§ Requirement
In full and unchanged, output the entries that follow.

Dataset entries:
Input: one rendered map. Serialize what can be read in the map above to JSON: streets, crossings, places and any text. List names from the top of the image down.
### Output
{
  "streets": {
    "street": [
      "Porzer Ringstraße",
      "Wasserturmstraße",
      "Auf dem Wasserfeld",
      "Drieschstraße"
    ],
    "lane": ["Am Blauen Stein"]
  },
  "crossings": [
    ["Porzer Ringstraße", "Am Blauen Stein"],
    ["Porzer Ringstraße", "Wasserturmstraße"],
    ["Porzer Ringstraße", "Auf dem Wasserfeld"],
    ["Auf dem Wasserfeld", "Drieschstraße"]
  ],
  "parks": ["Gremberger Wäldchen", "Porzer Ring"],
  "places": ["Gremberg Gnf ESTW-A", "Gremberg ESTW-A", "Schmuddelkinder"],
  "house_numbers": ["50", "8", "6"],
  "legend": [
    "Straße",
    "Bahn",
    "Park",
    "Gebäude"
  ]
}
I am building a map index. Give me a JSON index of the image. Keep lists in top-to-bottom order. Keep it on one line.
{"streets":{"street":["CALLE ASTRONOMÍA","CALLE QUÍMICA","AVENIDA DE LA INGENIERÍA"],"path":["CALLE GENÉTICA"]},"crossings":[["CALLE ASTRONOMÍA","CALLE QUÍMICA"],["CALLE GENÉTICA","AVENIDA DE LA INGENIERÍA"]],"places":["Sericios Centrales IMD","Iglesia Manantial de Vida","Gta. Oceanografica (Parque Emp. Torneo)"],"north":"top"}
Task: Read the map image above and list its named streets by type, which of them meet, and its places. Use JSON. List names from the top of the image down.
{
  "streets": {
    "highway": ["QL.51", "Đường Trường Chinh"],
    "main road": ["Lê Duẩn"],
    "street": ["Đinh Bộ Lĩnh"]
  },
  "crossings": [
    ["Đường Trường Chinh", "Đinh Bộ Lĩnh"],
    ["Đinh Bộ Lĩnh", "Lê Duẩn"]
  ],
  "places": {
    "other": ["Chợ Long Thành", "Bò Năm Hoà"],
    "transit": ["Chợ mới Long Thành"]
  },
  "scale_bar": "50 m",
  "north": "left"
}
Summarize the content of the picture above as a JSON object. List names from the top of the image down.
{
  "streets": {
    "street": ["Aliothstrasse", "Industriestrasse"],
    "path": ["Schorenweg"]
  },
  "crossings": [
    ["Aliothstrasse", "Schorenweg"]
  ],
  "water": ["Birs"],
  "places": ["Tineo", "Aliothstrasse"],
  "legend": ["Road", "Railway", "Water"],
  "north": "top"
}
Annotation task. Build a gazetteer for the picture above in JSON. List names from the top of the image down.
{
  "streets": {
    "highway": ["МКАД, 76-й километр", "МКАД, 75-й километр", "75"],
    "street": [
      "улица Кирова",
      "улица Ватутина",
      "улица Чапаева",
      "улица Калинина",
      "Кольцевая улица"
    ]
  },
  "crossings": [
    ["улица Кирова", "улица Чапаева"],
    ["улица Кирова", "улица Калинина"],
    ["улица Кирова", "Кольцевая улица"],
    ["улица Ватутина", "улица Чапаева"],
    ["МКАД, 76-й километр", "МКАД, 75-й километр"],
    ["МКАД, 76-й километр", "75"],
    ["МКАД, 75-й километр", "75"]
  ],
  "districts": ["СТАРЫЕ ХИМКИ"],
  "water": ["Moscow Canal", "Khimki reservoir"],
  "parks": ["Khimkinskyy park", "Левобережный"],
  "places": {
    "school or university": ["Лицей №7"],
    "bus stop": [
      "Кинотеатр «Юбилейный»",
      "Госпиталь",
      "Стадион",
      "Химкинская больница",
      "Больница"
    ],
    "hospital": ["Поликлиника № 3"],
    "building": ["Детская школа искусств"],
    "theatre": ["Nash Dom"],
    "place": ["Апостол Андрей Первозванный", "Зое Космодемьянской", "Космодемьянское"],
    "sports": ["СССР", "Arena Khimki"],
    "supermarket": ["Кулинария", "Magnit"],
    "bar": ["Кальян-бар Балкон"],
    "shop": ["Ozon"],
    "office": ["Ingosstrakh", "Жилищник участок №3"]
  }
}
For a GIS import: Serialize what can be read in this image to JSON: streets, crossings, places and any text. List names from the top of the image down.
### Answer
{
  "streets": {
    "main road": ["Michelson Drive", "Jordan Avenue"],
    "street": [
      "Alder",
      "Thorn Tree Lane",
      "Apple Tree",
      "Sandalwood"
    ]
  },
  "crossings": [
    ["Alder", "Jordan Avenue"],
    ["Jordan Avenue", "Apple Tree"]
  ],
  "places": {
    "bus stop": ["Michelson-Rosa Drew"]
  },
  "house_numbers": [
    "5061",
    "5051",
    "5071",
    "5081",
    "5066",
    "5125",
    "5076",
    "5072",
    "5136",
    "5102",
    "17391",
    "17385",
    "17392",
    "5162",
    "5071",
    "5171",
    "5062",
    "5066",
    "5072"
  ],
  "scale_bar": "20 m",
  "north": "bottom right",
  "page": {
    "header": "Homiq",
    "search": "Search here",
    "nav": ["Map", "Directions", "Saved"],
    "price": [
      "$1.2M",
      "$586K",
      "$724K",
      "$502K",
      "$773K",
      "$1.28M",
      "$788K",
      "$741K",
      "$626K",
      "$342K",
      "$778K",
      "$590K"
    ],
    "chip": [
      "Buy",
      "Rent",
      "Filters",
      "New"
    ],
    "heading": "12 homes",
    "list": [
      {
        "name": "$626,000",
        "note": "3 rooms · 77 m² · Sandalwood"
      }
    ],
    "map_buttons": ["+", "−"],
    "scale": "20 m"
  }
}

§ Response to the task
Input: one rendered map. Serialize what can be read in the map above to JSON: streets, crossings, places and any text. List names from the top of the image down.
### Output
{
  "streets": {
    "street": [
      "Porzer Ringstraße",
      "Wasserturmstraße",
      "Auf dem Wasserfeld",
      "Drieschstraße"
    ],
    "lane": ["Am Blauen Stein"]
  },
  "crossings": [
    ["Porzer Ringstraße", "Am Blauen Stein"],
    ["Porzer Ringstraße", "Wasserturmstraße"],
    ["Porzer Ringstraße", "Auf dem Wasserfeld"],
    ["Auf dem Wasserfeld", "Drieschstraße"]
  ],
  "parks": ["Gremberger Wäldchen", "Porzer Ring"],
  "places": ["Gremberg Gnf ESTW-A", "Gremberg ESTW-A", "Schmuddelkinder"],
  "house_numbers": ["50", "8", "6"],
  "legend": [
    "Straße",
    "Bahn",
    "Park",
    "Gebäude"
  ]
}
I am building a map index. Give me a JSON index of the image. Keep lists in top-to-bottom order. Keep it on one line.
{"streets":{"street":["CALLE ASTRONOMÍA","CALLE QUÍMICA","AVENIDA DE LA INGENIERÍA"],"path":["CALLE GENÉTICA"]},"crossings":[["CALLE ASTRONOMÍA","CALLE QUÍMICA"],["CALLE GENÉTICA","AVENIDA DE LA INGENIERÍA"]],"places":["Sericios Centrales IMD","Iglesia Manantial de Vida","Gta. Oceanografica (Parque Emp. Torneo)"],"north":"top"}
Task: Read the map image above and list its named streets by type, which of them meet, and its places. Use JSON. List names from the top of the image down.
{
  "streets": {
    "highway": ["QL.51", "Đường Trường Chinh"],
    "main road": ["Lê Duẩn"],
    "street": ["Đinh Bộ Lĩnh"]
  },
  "crossings": [
    ["Đường Trường Chinh", "Đinh Bộ Lĩnh"],
    ["Đinh Bộ Lĩnh", "Lê Duẩn"]
  ],
  "places": {
    "other": ["Chợ Long Thành", "Bò Năm Hoà"],
    "transit": ["Chợ mới Long Thành"]
  },
  "scale_bar": "50 m",
  "north": "left"
}
Summarize the content of the picture above as a JSON object. List names from the top of the image down.
{
  "streets": {
    "street": ["Aliothstrasse", "Industriestrasse"],
    "path": ["Schorenweg"]
  },
  "crossings": [
    ["Aliothstrasse", "Schorenweg"]
  ],
  "water": ["Birs"],
  "places": ["Tineo", "Aliothstrasse"],
  "legend": ["Road", "Railway", "Water"],
  "north": "top"
}
Annotation task. Build a gazetteer for the picture above in JSON. List names from the top of the image down.
{
  "streets": {
    "highway": ["МКАД, 76-й километр", "МКАД, 75-й километр", "75"],
    "street": [
      "улица Кирова",
      "улица Ватутина",
      "улица Чапаева",
      "улица Калинина",
      "Кольцевая улица"
    ]
  },
  "crossings": [
    ["улица Кирова", "улица Чапаева"],
    ["улица Кирова", "улица Калинина"],
    ["улица Кирова", "Кольцевая улица"],
    ["улица Ватутина", "улица Чапаева"],
    ["МКАД, 76-й километр", "МКАД, 75-й километр"],
    ["МКАД, 76-й километр", "75"],
    ["МКАД, 75-й километр", "75"]
  ],
  "districts": ["СТАРЫЕ ХИМКИ"],
  "water": ["Moscow Canal", "Khimki reservoir"],
  "parks": ["Khimkinskyy park", "Левобережный"],
  "places": {
    "school or university": ["Лицей №7"],
    "bus stop": [
      "Кинотеатр «Юбилейный»",
      "Госпиталь",
      "Стадион",
      "Химкинская больница",
      "Больница"
    ],
    "hospital": ["Поликлиника № 3"],
    "building": ["Детская школа искусств"],
    "theatre": ["Nash Dom"],
    "place": ["Апостол Андрей Первозванный", "Зое Космодемьянской", "Космодемьянское"],
    "sports": ["СССР", "Arena Khimki"],
    "supermarket": ["Кулинария", "Magnit"],
    "bar": ["Кальян-бар Балкон"],
    "shop": ["Ozon"],
    "office": ["Ingosstrakh", "Жилищник участок №3"]
  }
}
For a GIS import: Serialize what can be read in this image to JSON: streets, crossings, places and any text. List names from the top of the image down.
### Answer
{
  "streets": {
    "main road": ["Michelson Drive", "Jordan Avenue"],
    "street": [
      "Alder",
      "Thorn Tree Lane",
      "Apple Tree",
      "Sandalwood"
    ]
  },
  "crossings": [
    ["Alder", "Jordan Avenue"],
    ["Jordan Avenue", "Apple Tree"]
  ],
  "places": {
    "bus stop": ["Michelson-Rosa Drew"]
  },
  "house_numbers": [
    "5061",
    "5051",
    "5071",
    "5081",
    "5066",
    "5125",
    "5076",
    "5072",
    "5136",
    "5102",
    "17391",
    "17385",
    "17392",
    "5162",
    "5071",
    "5171",
    "5062",
    "5066",
    "5072"
  ],
  "scale_bar": "20 m",
  "north": "bottom right",
  "page": {
    "header": "Homiq",
    "search": "Search here",
    "nav": ["Map", "Directions", "Saved"],
    "price": [
      "$1.2M",
      "$586K",
      "$724K",
      "$502K",
      "$773K",
      "$1.28M",
      "$788K",
      "$741K",
      "$626K",
      "$342K",
      "$778K",
      "$590K"
    ],
    "chip": [
      "Buy",
      "Rent",
      "Filters",
      "New"
    ],
    "heading": "12 homes",
    "list": [
      {
        "name": "$626,000",
        "note": "3 rooms · 77 m² · Sandalwood"
      }
    ],
    "map_buttons": ["+", "−"],
    "scale": "20 m"
  }
}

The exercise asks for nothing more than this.